The Soviet Shtetl: A Glimpse of Jewish History through Russian Eyes

For the Public
Tuesday, April 21, 2015
7:30 PM

The Gershman Y
401 South Broad St
Philadelphia, PA 19147

RSVP REQUIRED

The shtetl is a powerful symbol of Jewish identity. For many American Jews, it represents “the old country”: a pure, lost Jewish world, separated from us by a gulf of geography and history. But how was it perceived before it was destroyed? And what has it meant to neighboring non-Jews? This eye-opening lecture examines several depictions of the shtetl in the Soviet Union and post-Soviet Russia. What can these examples—in state-sponsored Soviet Yiddish scholarship, in a 1939 museum exhibit on the Jews of the USSR, and in a lavishly funded Jewish history museum that opened in Moscow in 2012—tell us about how the Jewish experience has served as a lens through which non-Jews might view themselves?

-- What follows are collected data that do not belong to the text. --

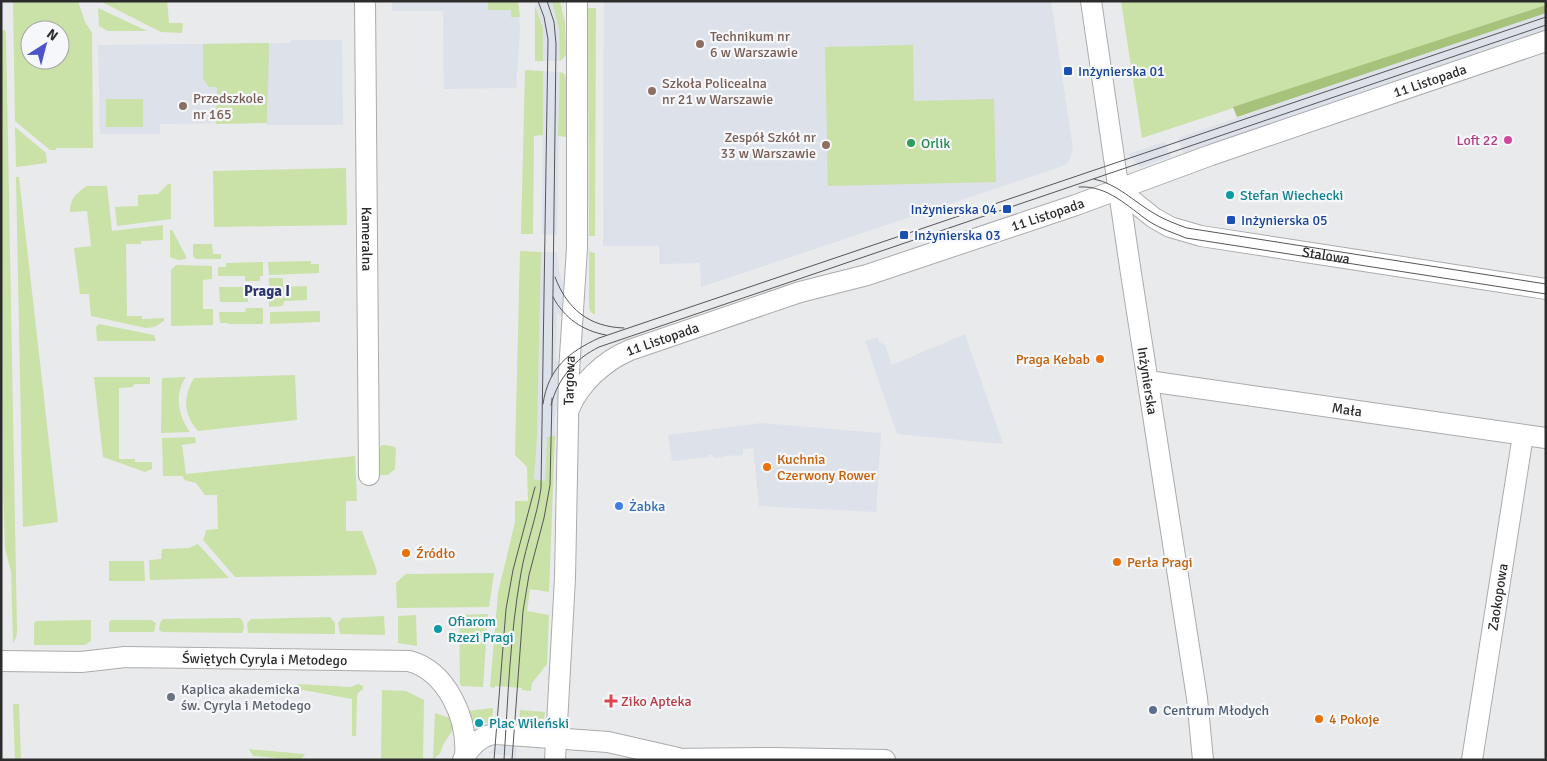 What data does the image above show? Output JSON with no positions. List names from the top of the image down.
{
  "streets": {
    "street": [
      "11 Listopada",
      "Kameralna",
      "Stalowa",
      "Inżynierska",
      "Targowa",
      "Mała",
      "Zaokopowa",
      "Świętych Cyryla i Metodego"
    ]
  },
  "crossings": [
    ["11 Listopada", "Stalowa"],
    ["11 Listopada", "Inżynierska"],
    ["11 Listopada", "Targowa"],
    ["Stalowa", "Inżynierska"],
    ["Inżynierska", "Mała"],
    ["Mała", "Zaokopowa"]
  ],
  "districts": ["Praga I"],
  "places": {
    "other": [
      "Technikum nr 6 w Warszawie",
      "Szkoła Policealna nr 21 w Warszawie",
      "Przedszkole nr 165",
      "Loft 22",
      "Orlik",
      "Zespół Szkół nr 33 w Warszawie",
      "Stefan Wiechecki",
      "Praga Kebab",
      "Kuchnia Czerwony Rower",
      "Żabka",
      "Źródło",
      "Perła Pragi",
      "Ofiarom Rzezi Pragi",
      "Kaplica akademicka św. Cyryla i Metodego",
      "Centrum Młodych",
      "4 Pokoje",
      "Plac Wileński"
    ],
    "transit": [
      "Inżynierska 01",
      "Inżynierska 04",
      "Inżynierska 05",
      "Inżynierska 03"
    ],
    "health": ["Ziko Apteka"]
  },
  "north": "top right"
}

Reserve your tickets now at GershmanY.org or call 215-545-440.

Featuring

Deborah Yalen

Colorado State University

Deborah Yalen is an assistant professor in the Department of History at Colorado State University. Her research focuses on the interaction of Jewish scholars with the Soviet state apparatus during the interwar period. Drawing on sources in Yiddish, Russian, Ukrainian, and Belarusian, Dr. Yalen studies the ways that Jewish intellectuals, working within the ideological constraints of the Soviet scientific infrastructure, pursued their own research agendas in ethnography, demography, and shtetl scholarship. Portions of her work have been published in East European Jewish Affairs, Science in Context, the Moscow-based Novoe Literaturnoe Obozrenie (New Literary Observer) as well as the online edition of the YIVO Encyclopedia of Jews in Eastern Europe. At the Katz Center, Professor Yalen will continue her research on Ilia Isaakovich Veitsblit, a Soviet statistician whose candid demographic studies of ethnic Ukrainian and Jewish populations drew negative attention from both fellow colleagues and the Soviet authorities.